[Task description] Output, word for word, every line from the line with "For a GIS import: Build" through the final line of the data below.

[Records to use]
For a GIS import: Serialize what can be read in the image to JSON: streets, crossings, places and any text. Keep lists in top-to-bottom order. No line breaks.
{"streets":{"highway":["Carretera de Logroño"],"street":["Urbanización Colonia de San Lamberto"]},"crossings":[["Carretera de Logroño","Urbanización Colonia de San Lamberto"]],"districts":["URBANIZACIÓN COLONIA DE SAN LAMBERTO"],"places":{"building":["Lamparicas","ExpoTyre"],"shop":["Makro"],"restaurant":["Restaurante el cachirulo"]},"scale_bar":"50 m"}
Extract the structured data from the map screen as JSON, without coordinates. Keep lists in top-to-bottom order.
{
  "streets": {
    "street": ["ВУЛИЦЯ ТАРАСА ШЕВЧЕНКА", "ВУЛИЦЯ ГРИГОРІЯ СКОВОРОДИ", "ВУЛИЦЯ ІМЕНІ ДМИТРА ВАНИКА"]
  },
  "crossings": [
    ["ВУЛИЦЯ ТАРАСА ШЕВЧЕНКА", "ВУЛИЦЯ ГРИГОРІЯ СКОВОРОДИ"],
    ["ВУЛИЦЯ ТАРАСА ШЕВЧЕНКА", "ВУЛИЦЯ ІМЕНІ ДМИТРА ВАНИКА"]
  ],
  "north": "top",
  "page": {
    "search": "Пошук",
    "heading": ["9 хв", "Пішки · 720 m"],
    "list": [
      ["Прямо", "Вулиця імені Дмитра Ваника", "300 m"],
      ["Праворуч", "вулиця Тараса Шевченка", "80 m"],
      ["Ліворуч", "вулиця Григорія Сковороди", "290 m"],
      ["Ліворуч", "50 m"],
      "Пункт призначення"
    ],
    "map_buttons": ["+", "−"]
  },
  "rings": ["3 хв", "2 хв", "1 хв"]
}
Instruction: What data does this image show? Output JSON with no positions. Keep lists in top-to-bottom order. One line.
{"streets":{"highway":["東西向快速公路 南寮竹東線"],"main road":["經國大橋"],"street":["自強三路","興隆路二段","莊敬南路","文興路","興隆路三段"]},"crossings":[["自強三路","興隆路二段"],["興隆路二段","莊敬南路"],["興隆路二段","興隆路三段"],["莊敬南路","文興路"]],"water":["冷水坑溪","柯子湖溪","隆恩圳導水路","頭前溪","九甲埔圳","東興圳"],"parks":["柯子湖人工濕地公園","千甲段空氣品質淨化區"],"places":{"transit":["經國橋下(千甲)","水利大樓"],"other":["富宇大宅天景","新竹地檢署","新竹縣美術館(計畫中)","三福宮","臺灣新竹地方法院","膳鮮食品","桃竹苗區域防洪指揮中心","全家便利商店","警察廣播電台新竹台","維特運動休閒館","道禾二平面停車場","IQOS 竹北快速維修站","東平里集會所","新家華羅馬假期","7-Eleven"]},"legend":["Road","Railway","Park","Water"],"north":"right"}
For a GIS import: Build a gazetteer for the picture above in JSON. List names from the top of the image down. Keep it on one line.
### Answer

[Result of the exercise]
For a GIS import: Build a gazetteer for the picture above in JSON. List names from the top of the image down. Keep it on one line.
### Answer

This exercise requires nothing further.